Though it's most unfortunate that instances like that occur, and I've been advised of situations where officers PUT people in the position to have less-than-lethal force used on them (some get their jollies like that) the taser is a far better option than the alternative. And again, it's most unfortunate that they slip through the cracks, but there are those officers that will ultimately corner a suspect into acting just so he/she can exercise that tidbit of authority. As I've said in previous posts we in LE call those officers "badge heavy" and we DO NOT let it go unnoticed by the brass! I can assure you of that. As a general rule they are dealt with in a fair and timely manner. I have worked for a dept (no longer with them... for obvious reasons) that had a few of these rogues and they PROMOTED THEM!!! GO FIGURE!!! Some Chiefs condone that behavior. I think they're compensating for...umm... something else.
Sarge, I agree that most are not that way. I think the reputation of the female officer was part of the reason the male officer testified for Mason. He, in fact, asked the prosecutor to plea bargain but the very day after Mason's arrest, the female officer had also called and said she absolutely wanted no deals. The judge made it clear that if the male officer had not taken off work from the county just to come plead for Mason that the judge had his mind made up already that Mason was going to do 3 years in prison. As a mom, it was one of the most traumatic experiences of my life. I'd only had one wine cooler that night. But the one drink - no drive rule is one I have never broken in my life. I felt so guilty that I didn't drive him the 4 or 5 blocks to the hospital.

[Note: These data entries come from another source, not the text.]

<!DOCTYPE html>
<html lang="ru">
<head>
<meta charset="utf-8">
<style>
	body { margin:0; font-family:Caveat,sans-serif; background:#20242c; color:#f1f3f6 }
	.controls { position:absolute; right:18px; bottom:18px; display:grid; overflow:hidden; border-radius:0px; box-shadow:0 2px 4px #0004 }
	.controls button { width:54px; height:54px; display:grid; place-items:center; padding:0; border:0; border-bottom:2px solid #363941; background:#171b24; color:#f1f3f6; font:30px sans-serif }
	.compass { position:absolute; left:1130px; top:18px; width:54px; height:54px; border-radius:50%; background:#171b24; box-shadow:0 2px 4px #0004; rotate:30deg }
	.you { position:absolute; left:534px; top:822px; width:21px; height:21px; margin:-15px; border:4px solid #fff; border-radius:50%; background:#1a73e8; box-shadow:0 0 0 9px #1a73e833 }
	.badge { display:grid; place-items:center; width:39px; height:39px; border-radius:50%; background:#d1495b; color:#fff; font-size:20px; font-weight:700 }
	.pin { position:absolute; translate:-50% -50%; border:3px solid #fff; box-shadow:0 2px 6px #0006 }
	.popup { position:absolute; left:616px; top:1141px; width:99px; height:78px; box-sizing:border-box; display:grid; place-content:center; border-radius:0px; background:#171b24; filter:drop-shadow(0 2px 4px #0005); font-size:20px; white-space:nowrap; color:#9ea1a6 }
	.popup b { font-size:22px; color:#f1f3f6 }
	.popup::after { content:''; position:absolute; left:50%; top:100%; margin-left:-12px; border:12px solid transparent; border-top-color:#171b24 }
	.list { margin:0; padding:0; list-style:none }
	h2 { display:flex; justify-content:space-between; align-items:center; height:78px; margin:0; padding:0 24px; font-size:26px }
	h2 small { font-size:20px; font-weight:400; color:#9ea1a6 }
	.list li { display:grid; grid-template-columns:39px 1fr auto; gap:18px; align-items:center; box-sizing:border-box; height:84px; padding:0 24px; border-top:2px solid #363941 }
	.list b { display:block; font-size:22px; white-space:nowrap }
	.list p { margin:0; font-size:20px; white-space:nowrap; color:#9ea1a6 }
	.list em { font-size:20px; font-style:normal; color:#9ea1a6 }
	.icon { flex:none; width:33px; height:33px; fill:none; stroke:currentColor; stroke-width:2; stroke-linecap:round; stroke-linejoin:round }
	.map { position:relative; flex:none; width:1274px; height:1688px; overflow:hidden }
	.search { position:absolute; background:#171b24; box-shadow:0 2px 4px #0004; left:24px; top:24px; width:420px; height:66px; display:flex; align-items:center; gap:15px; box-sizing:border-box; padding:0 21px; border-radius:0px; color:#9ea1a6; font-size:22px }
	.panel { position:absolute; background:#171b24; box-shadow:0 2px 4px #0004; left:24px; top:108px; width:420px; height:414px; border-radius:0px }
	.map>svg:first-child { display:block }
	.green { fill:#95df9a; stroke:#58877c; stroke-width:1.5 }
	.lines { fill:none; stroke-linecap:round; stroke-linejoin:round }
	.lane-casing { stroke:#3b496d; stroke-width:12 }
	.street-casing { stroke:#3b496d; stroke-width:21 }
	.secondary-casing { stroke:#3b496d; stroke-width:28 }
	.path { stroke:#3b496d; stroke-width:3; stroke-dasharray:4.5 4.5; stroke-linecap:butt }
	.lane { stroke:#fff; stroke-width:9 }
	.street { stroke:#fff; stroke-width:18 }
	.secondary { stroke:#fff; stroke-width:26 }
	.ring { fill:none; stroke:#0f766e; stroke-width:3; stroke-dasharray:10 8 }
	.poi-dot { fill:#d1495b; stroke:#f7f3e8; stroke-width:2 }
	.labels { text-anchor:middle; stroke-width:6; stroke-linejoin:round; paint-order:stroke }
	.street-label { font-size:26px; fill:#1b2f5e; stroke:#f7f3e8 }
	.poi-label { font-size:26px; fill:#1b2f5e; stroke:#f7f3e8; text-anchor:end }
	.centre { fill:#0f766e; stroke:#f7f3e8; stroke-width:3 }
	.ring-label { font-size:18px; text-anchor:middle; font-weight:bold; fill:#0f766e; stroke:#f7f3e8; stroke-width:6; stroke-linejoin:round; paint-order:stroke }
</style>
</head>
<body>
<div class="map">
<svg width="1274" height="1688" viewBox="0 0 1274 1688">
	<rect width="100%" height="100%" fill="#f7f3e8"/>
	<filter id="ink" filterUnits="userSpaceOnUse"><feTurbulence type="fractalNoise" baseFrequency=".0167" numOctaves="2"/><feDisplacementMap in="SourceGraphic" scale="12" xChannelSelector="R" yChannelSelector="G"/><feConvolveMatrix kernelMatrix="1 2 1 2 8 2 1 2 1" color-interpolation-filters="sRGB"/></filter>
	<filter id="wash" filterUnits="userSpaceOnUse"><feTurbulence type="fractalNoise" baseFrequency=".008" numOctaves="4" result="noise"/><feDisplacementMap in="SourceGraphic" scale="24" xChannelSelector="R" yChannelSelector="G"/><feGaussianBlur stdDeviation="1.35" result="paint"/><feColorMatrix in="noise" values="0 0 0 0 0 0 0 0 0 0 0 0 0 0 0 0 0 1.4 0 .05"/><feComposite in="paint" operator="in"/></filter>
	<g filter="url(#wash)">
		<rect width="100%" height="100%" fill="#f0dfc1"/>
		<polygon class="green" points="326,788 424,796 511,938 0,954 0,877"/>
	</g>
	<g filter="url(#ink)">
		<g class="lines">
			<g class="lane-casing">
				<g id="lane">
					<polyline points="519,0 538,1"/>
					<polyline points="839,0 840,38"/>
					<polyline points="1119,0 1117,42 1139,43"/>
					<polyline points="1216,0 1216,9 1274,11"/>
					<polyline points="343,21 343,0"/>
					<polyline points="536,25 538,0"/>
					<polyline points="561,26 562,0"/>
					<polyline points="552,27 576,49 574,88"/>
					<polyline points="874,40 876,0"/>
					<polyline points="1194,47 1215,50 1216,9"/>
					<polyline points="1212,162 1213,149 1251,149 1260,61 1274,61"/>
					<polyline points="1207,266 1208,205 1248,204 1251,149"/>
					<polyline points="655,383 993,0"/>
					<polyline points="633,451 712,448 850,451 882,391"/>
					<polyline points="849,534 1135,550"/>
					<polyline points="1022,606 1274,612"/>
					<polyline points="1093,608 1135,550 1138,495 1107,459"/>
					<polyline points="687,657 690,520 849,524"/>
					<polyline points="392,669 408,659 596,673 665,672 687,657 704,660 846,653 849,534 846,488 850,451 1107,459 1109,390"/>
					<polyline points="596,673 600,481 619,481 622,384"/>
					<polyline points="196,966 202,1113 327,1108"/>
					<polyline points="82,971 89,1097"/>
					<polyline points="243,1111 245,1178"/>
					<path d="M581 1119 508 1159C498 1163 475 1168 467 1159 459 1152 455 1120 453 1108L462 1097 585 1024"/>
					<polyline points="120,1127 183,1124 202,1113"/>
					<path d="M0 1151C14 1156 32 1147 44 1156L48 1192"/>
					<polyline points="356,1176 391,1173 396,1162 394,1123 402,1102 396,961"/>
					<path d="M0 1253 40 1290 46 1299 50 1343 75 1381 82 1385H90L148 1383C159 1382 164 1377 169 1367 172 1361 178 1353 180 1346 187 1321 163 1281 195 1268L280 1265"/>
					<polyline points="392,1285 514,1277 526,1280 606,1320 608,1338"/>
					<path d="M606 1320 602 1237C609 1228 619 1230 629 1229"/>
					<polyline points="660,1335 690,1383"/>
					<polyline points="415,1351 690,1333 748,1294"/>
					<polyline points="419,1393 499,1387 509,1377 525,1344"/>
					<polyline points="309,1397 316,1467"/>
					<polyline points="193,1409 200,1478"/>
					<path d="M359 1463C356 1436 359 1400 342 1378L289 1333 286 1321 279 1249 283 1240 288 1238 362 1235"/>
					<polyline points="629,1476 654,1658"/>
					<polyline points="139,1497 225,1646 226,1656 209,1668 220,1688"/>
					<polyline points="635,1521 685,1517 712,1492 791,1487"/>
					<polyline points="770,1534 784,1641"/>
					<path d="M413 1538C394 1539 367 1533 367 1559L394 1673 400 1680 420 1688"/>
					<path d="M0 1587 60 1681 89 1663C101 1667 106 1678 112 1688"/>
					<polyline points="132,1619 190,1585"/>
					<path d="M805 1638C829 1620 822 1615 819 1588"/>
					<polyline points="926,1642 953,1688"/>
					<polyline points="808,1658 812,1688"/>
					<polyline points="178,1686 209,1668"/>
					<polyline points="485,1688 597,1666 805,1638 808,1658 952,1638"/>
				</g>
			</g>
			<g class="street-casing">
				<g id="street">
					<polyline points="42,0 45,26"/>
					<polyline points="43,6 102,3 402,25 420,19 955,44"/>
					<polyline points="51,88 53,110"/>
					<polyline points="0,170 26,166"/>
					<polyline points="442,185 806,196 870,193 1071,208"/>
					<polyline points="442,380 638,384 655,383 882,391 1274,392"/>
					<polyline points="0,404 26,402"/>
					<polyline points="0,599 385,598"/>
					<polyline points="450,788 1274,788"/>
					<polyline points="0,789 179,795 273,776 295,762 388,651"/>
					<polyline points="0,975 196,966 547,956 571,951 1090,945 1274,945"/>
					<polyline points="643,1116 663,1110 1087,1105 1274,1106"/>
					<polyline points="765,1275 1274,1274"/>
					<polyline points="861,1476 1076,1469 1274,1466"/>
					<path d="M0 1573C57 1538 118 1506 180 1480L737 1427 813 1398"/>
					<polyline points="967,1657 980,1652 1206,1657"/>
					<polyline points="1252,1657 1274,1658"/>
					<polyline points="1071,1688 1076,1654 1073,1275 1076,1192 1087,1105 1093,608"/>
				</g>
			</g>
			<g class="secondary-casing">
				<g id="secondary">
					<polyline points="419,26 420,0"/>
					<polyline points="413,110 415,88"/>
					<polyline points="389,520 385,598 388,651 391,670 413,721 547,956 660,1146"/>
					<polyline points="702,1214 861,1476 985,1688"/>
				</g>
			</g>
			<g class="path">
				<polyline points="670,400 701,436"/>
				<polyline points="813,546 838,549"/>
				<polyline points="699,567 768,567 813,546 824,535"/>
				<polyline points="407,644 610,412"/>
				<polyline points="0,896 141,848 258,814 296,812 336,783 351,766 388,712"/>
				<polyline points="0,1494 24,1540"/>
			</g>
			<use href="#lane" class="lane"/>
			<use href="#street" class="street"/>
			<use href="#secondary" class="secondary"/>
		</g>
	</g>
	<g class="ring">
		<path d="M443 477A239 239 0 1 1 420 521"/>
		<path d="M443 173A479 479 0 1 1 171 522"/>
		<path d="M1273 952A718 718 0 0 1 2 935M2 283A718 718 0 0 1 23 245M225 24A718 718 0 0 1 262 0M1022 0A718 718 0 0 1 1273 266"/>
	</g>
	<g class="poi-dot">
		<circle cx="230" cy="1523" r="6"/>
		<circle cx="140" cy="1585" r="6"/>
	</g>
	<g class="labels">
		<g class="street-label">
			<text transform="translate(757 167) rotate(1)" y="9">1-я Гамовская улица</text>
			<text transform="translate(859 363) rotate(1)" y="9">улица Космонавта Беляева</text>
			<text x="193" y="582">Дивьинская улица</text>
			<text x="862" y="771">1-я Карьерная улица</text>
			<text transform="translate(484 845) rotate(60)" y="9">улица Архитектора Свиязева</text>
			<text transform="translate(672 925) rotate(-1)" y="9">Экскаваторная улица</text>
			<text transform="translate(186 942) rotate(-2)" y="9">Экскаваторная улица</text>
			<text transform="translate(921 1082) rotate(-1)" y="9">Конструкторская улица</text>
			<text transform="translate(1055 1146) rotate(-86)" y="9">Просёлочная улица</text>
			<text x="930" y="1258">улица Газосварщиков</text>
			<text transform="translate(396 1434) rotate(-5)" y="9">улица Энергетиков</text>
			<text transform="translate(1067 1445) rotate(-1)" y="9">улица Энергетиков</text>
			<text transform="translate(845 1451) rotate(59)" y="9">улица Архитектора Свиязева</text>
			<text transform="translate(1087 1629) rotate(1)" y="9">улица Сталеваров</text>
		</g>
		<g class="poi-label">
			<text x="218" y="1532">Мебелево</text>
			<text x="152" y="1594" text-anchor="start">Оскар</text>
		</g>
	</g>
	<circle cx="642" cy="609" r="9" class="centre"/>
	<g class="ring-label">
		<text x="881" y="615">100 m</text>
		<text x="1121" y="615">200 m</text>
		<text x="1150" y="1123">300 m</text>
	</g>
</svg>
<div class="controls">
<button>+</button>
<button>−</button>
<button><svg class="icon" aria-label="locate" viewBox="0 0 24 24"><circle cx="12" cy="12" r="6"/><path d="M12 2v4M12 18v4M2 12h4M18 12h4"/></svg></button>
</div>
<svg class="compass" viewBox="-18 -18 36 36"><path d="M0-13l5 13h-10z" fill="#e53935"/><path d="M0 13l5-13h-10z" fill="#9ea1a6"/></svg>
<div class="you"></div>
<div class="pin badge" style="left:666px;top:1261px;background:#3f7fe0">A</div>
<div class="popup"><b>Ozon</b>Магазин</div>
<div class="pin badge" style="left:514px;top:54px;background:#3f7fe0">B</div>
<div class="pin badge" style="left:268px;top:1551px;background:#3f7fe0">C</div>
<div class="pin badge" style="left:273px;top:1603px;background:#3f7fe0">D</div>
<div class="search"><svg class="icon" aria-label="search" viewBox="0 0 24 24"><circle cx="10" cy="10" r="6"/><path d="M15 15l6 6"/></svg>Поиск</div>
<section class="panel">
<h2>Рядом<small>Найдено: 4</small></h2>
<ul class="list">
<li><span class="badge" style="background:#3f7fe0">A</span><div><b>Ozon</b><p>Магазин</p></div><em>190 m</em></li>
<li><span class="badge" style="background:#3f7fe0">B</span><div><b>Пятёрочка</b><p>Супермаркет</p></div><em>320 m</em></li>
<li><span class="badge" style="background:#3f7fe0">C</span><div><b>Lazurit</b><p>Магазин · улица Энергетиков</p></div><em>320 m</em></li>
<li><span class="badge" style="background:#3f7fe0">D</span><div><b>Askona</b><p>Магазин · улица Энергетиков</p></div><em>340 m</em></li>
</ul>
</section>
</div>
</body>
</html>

The judge ended up giving him 3 years suspended, 30 days and 5 years intense probation. The judge did not order it in his sentence but Mason took it upon himself while in jail to write and mail apology letters to the officers involved and a special thank you letter to the officer that came to testify for him. Of course, after a year here in Louisville, his P.O. campaigned heavily to Ohio to get them to drop his probation. Mason worked two jobs for over a year, passed 4 surprise visits, house searches, and drug tests with flying colors. He had outstanding references from both jobs, even though the P.O. was worried he was trying to do too much. I'm proud he showed them his true colors after his sentencing.
When the police tell you to do something they are in TOTAL AND COMPLETE CONTROL!!! FOLLOW DIRECTIONS OR SUFFER THE CONSEQUENCES!!!
That seems to sum up that phrase 'badge heavy' that you keep using. You have a legal system that must be adhered to. That legal system does not say, Cop is god.
I agree with Sarge for the most part. If an officer is out of line, go along with him and and address his behavior in court or with your attorney later rather than resisting and escalating the situation at the time of the encounter, increasing the potential for injury.
Cops are not God... some think they are. (satire) And those are the ones that give the rest of us a bad taste in our mouths over the "cops in general" type comments.
Hemphill, when I say badge heavy I'm referring to the type of officer that comes off with that "because I'm the police and I said so" attitude. When I say it would be in your best interest to comply I mean for example: I approach your vehicle on a traffic stop. I introduce myself and ask for your license and proof of liability insurance. As I'm walking back to my vehicle you start opening your door. I tell you to stay in the car but you keep coming. I've given you a directive to stay and you have failed to comply. Now you've put me in a position to act. How do I know you're not out to do me harm? Nick Green didn't know either. Now he's dead. (Oklahoma Trooper killed in the line of duty). What you may be quick to call police brutality may be nothing more than survival training to us. That's how they train us. React quickly and stay alive. It's all part of our academics.